By Karen Price | April 23, 2020, 2:14 p.m. (ET)

Dawn Staley dribbles at the Olympic Summer Games Athens 2004 on Aug. 28, 2004 in Athens, Greece.

 

Dawn Staley has been about as permanent a member of the U.S. Olympic women’s basketball program as one can get, from winning three gold medals between 1996 and 2004 as a player to claiming another two as an assistant coach in 2008 and 2016.

She was to make her Olympic debut as the head coach later this summer at the Olympic Games Tokyo 2020, succeeding Geno Auriemma, but that will have to wait.

When the team does take the court next summer, it will be going for its seventh consecutive gold medal and ninth overall since the women’s tournament debuted in 1976.

“USA Basketball has an unwritten culture and it’s what we do, meaning we sacrifice all our individual goals,” said Staley, who also coaches the women’s team at the University of South Carolina. “We become selfless as a unit and we just concentrate on one thing, and that’s winning gold. We never let anything or anyone deter us from that goal. We didn’t care about who scored, couldn’t care less about who rebounded more, anything like that besides winning each and every game. It’s championship behavior at its best and highest form.”  

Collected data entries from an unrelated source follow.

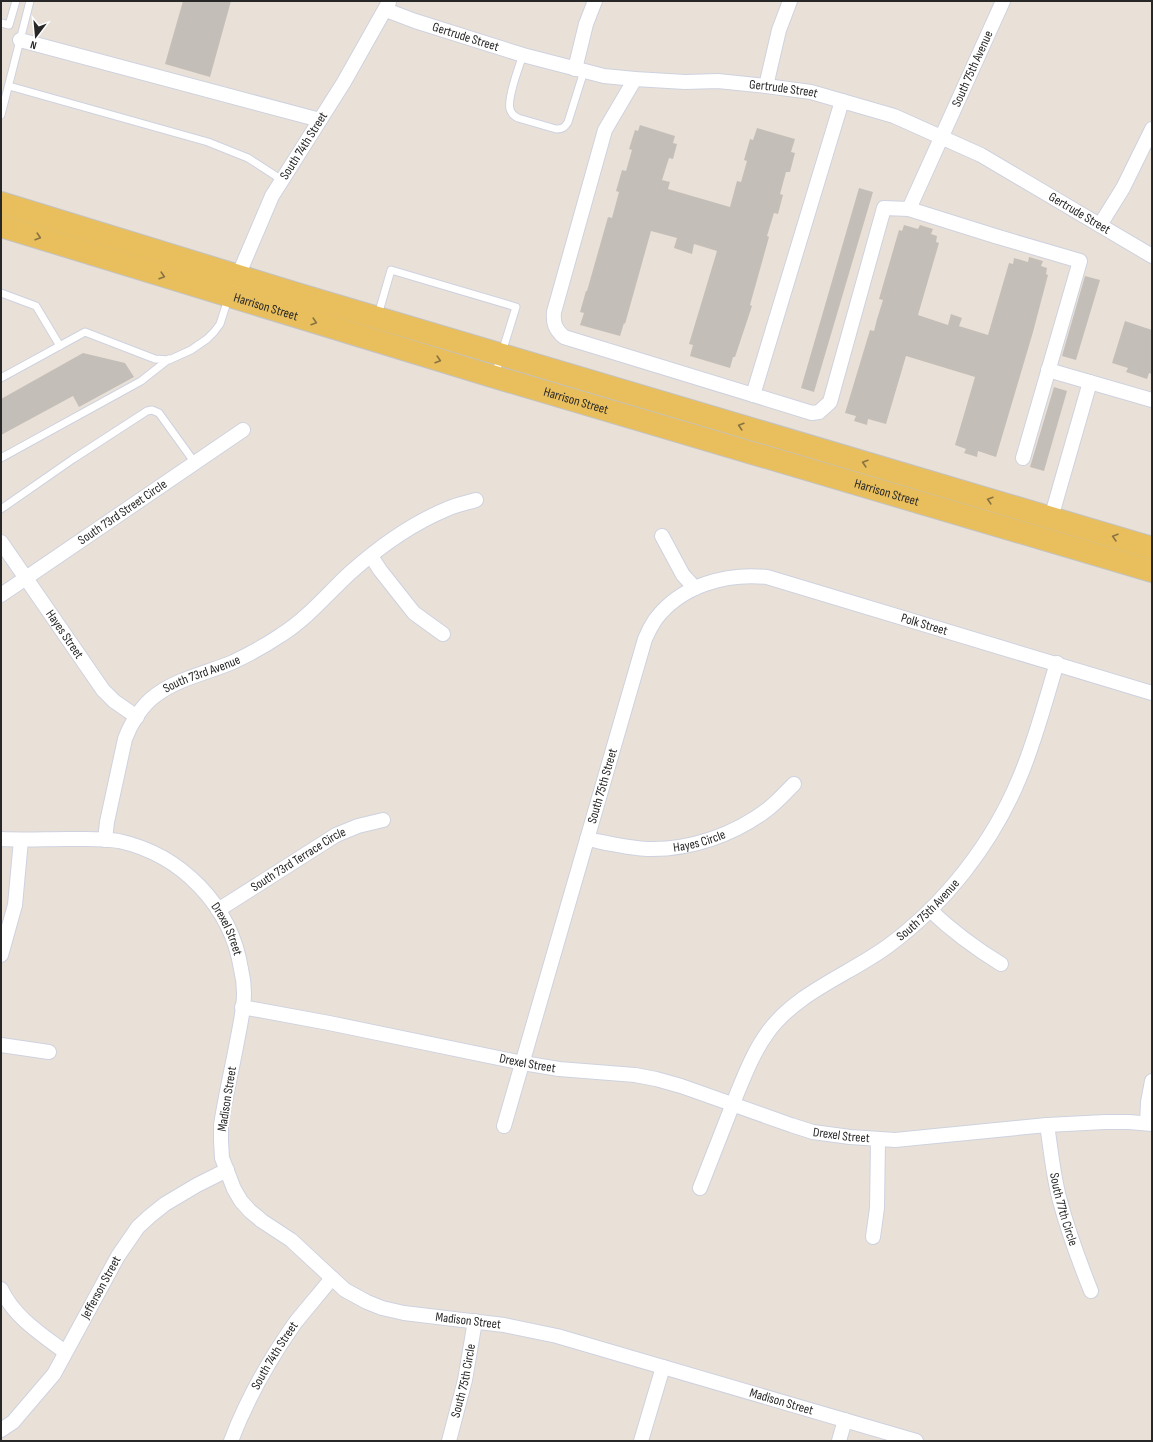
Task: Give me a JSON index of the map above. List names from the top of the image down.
{
  "streets": {
    "main road": ["Harrison Street"],
    "street": [
      "Gertrude Street",
      "South 75th Avenue",
      "South 74th Street",
      "South 73rd Street Circle",
      "Polk Street",
      "Hayes Street",
      "South 73rd Avenue",
      "South 75th Street",
      "Hayes Circle",
      "South 73rd Terrace Circle",
      "Drexel Street",
      "Madison Street",
      "South 77th Circle",
      "Jefferson Street",
      "South 75th Circle"
    ]
  },
  "crossings": [
    ["Gertrude Street", "South 75th Avenue"],
    ["Gertrude Street", "South 74th Street"],
    ["South 75th Avenue", "Polk Street"],
    ["South 75th Avenue", "Drexel Street"],
    ["South 74th Street", "Harrison Street"],
    ["South 74th Street", "Madison Street"],
    ["South 73rd Street Circle", "Hayes Street"],
    ["Polk Street", "South 75th Street"],
    ["Hayes Street", "South 73rd Avenue"],
    ["South 73rd Avenue", "Drexel Street"],
    ["South 75th Street", "Hayes Circle"],
    ["South 75th Street", "Drexel Street"],
    ["South 73rd Terrace Circle", "Drexel Street"],
    ["Drexel Street", "Madison Street"],
    ["Drexel Street", "South 77th Circle"],
    ["Madison Street", "Jefferson Street"],
    ["Madison Street", "South 75th Circle"]
  ],
  "north": "bottom"
}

That culture will be on display tonight when NBCSN airs the 1996 (7 p.m. ET), 2000 (8:30 p.m. ET), 2004 (10 p.m. ET) and 2016 (midnight ET) women’s basketball gold-medal games as part of a larger look back at great moments in Olympic history in lieu of the live sports that would usually fill the airwaves this time of year.

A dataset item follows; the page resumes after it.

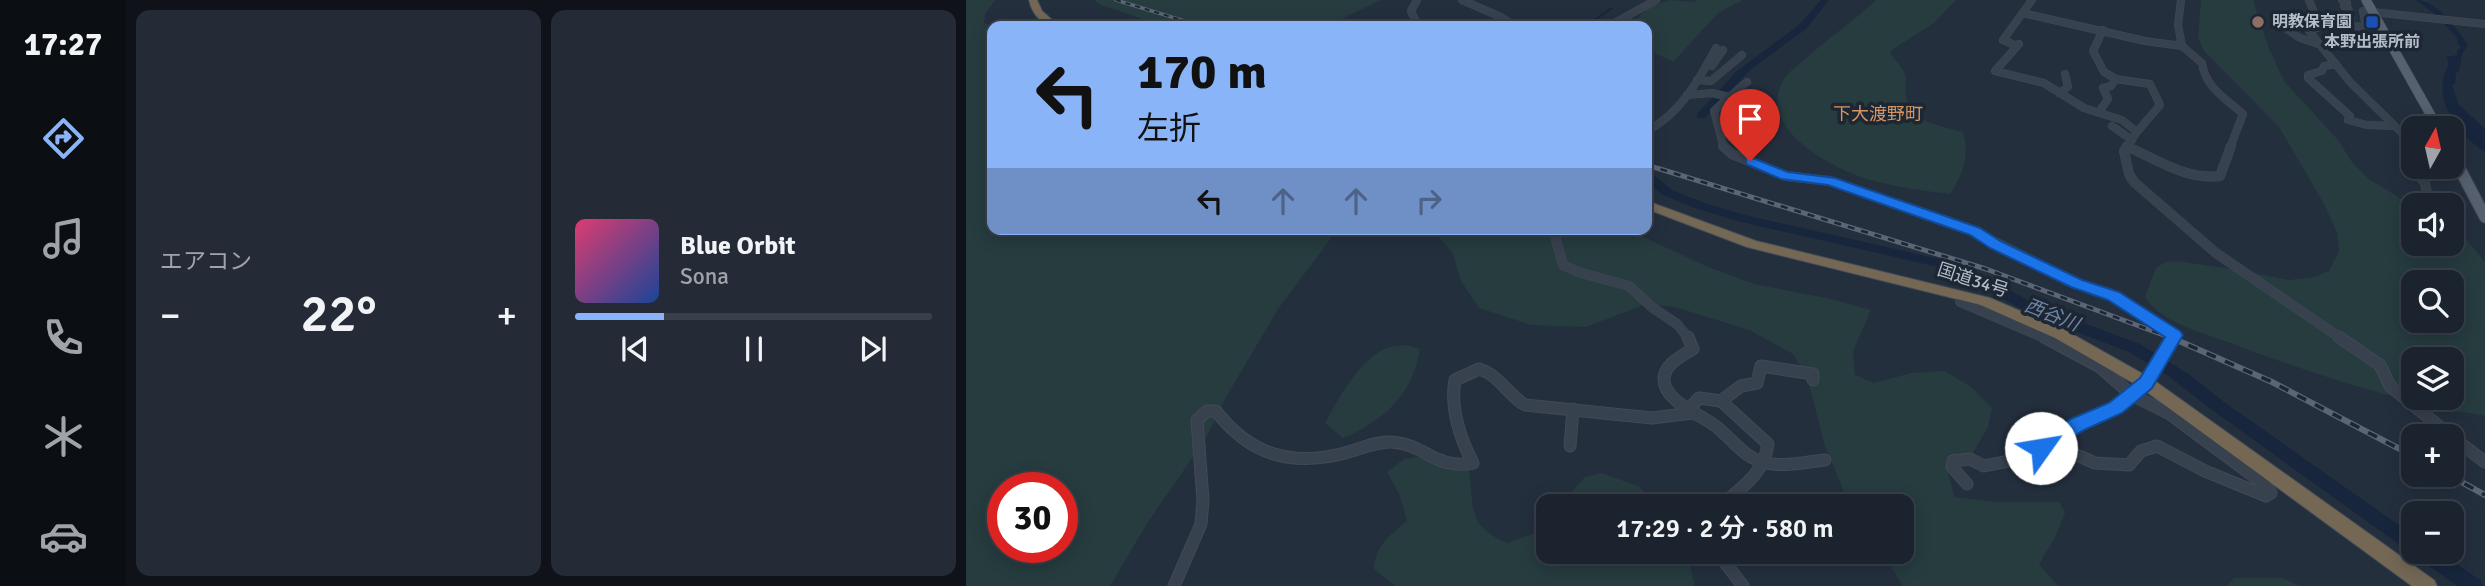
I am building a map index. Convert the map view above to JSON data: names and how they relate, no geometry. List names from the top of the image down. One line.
{"streets":{"highway":["国道34号"]},"districts":["下大渡野町"],"water":["西谷川"],"places":{"other":["明教保育園"],"transit":["本野出張所前"]},"north":"top","page":{"tabs":"17:27","tile":"エアコン","turn":["170 m","左折"],"map_buttons":["+","−"],"song":["Blue Orbit","Sona"],"heat":["−","22°","+"],"limit":"30","trip":"17:29 · 2 分 · 580 m"}}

One of Staley’s standout memories from her Olympic experience doesn’t involve being on the court but leading the U.S. contingent in a much different way. Staley was chosen to carry the U.S. flag at the Opening Ceremony in 2004 in Athens, and she had a front-row seat for the deliberations, which is unusual.

The future Hall of Famer represented the men’s and women’s basketball teams at the captains’ meeting held prior to each Games during which the athletes select the flag bearer. Just prior to the meeting, she said, she learned that members of the two basketball teams had picked her to be their nominee. In the room with the other team captains from all sports, everyone made their nominations and told why that person was deserving of the honor. Staley was the only nominee actually present for the conversation.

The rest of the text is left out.